Nostradamus (Bonnellier)/Tome 1/Le Lit de cuir


Abel Ledoux (1p. 329-342).


XVIII.

LE LIT DE CUIR.


Entre Zacharie et Élie Déé il y avoit cette nature d’alliance prescrite par la loi de Moïse, afin d’assurer la continuité de la nationalité juive. En effet, malgré les révolutions, les grandes infortunes, les persécutions qui auroient dû briser l’unité de cette race indestructible, elle fut conservée, parce que le génie du législateur avoit fait d’un pacte privé un pacte constitutif ; et ce pacte avoit pour base un intérêt, le même pour tous. La pensée organique du parfait équilibre dans les intérêts, inscrite au titre Ier du Séphès de Moïse, reçut des juifs une extension qui contribua, fût-ce par l’abus, à perpétuer la volonté du prophète. Il avoit dit à son peuple, afin de le contraindre plus sûrement à abandonner l’Égypte, et à chercher une terre qui lui appartînt légitimement : Volez les vases et les habits des Égyptiens, avant de vous séparer d’eux ; — car il savoit bien que, le vol commis, quiconque retourneroit en arrière seroit tué. Les juifs, encouragés au vol par leur législateur, conservèrent la maxime, et, une fois constitués de manière à former, dans l’acception radicale du mot, une individualité nationale, ils appliquèrent à tous les peuples que la succession des temps et des révolutions mit en contact avec eux l’obligation primitive qui leur fut imposée à l’égard des Égyptiens.

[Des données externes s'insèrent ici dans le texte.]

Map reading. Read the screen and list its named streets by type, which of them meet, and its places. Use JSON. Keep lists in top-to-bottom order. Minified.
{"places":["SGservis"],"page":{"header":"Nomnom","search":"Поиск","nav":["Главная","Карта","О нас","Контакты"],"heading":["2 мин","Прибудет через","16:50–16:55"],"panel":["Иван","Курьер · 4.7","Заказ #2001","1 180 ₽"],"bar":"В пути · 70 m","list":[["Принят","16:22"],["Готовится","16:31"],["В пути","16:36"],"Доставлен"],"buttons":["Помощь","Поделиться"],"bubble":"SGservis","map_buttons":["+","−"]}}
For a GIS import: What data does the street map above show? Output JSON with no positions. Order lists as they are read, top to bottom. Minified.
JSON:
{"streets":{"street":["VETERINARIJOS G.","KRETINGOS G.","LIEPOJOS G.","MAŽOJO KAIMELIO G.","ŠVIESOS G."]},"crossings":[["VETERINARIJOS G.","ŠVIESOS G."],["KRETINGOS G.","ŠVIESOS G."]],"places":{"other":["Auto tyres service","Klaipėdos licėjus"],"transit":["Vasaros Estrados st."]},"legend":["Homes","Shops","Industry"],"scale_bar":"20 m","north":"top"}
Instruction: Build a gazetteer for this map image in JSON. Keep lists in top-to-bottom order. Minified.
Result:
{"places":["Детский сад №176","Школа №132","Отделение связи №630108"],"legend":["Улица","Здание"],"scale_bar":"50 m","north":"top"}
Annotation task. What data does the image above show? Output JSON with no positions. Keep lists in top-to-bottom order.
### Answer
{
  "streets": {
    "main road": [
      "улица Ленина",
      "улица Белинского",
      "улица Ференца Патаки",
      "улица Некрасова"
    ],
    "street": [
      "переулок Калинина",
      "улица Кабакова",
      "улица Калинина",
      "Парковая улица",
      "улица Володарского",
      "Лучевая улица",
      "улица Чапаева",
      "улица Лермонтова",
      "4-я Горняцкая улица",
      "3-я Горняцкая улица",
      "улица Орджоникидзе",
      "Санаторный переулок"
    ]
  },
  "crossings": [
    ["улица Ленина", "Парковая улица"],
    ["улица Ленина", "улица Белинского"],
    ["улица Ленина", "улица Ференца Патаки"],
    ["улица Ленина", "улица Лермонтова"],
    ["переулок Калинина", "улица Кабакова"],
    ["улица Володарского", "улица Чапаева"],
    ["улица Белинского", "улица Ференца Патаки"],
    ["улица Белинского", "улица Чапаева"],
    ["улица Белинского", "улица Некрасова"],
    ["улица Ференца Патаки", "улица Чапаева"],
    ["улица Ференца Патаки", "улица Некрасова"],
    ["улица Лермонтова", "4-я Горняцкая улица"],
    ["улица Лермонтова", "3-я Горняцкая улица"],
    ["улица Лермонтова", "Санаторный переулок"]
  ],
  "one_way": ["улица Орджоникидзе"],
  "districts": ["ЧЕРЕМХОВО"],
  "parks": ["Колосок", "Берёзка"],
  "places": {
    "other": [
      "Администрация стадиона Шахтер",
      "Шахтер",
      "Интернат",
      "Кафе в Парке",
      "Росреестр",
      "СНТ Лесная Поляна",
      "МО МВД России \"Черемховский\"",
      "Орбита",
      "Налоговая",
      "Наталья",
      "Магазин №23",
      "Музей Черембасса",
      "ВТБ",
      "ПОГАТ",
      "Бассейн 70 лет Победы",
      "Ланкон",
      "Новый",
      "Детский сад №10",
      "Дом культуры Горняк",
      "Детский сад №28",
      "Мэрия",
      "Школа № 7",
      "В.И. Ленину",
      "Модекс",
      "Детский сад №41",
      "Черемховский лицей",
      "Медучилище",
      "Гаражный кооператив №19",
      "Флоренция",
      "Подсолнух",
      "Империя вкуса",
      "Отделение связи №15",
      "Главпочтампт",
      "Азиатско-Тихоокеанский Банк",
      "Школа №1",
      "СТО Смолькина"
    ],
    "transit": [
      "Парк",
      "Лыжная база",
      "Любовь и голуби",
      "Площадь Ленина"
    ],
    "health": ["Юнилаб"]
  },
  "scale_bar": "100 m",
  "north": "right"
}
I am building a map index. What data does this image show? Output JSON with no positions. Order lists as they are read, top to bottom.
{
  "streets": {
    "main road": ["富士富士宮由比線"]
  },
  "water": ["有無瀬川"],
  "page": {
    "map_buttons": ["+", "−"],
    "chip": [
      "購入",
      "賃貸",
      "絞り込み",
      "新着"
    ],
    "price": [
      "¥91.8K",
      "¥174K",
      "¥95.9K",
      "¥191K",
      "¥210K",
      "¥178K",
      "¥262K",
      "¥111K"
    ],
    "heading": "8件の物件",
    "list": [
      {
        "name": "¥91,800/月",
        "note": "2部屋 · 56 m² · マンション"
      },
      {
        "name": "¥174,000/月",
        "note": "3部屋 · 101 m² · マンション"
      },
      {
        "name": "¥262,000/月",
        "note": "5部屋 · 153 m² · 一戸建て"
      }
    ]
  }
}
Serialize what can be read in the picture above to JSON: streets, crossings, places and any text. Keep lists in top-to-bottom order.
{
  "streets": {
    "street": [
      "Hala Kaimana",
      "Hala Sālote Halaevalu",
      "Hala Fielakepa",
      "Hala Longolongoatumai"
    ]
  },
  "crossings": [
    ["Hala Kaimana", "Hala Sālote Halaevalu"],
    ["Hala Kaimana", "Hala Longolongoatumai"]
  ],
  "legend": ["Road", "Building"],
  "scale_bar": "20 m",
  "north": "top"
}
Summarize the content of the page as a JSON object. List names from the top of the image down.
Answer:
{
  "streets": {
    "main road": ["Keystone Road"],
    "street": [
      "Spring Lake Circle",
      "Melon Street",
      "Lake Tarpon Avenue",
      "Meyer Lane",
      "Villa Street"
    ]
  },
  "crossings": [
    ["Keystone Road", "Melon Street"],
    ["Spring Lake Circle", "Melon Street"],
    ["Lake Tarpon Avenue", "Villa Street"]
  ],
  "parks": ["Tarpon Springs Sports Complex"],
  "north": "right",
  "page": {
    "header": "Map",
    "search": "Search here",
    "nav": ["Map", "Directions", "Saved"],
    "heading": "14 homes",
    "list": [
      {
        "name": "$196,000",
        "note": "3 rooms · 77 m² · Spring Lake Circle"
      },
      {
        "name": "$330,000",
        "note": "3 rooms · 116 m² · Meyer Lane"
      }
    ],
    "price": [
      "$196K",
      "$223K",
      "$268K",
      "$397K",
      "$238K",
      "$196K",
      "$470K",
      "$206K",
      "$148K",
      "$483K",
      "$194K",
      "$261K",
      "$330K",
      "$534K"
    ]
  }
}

On concevra que, compromis aux mêmes titres, les juifs entre eux devoient vivre dans une intime alliance cimentée par la solidarité dans le négoce comme dans la persécution.

Des circonstances, quoique rares, se présentoient toutefois qui altéroient incidentellement le principe d’indivisibilité. Une horde, qui pour devenir peuple, pour acquérir son nom propre et son territoire, dut tromper, voler, assassiner, ne pouvoit manquer de compliquer son système moral, par un penchant déterminé à tous les genres de trahison. Le prix mis à l’infidélité suffisoit pour la rendre possible.

Aussi, l’étroite alliance entre Zacharie et Élie Déé étoit-elle d’autant plus passible d’altération, qu’une contradiction à propos d’un chiffre venoit tout récemment de se manifester entre eux. Ils en étoient à une mutuelle défiance, et à la formelle intention de se tromper l’un l’autre, lorsque Élie Déé, revenant du mont Pompeïan, frappa tout inquiet, tout agité, à la porte de son coreligionnaire.

« Vite, mon Zacharie ; vite, mon frère, dans mon bissac un peu de pain, et sur ma mule la couverture et le harnois.

— Pourquoi si tôt, Élie Déé ?

— Parce que l’eau qui guérit peut aussi faire mourir, et que la poudre de Vasconcelli, de Florence, dissoute à propos, est capable de causer des souffrances qui me seroient imputées à crime.

— La dame de Nostredame peut mourir ?

— Dans une heure.

— Tu as fait usage de la poudre de Vasconcelli ?

— Il y a peu d’instans.

— C’est mal, dit froidement Zacharie.

— C’est bien ; les titres de deux successions devenant notre propriété.

— C’est mal, Élie Déé. C’est aujourd’hui jour de sabbat, et au chapitre V, verset 14, du Deutéronome, il est écrit : Vous ne ferez aucune œuvre servile en ce jour-là, il falloit remettre à demain.

— Sans doute, Zacharie, ce qui est écrit est écrit, mais ce qui est fait, est fait ; vite, ma mule.

— Impossible, Élie Déé.

— Impossible, Zacharie ! s’écria le juif d’Arles.

— Impossible, répéta le juif d’Agen.

— Quoi, Élie Déé poursuivi par la prévôté de cette ville…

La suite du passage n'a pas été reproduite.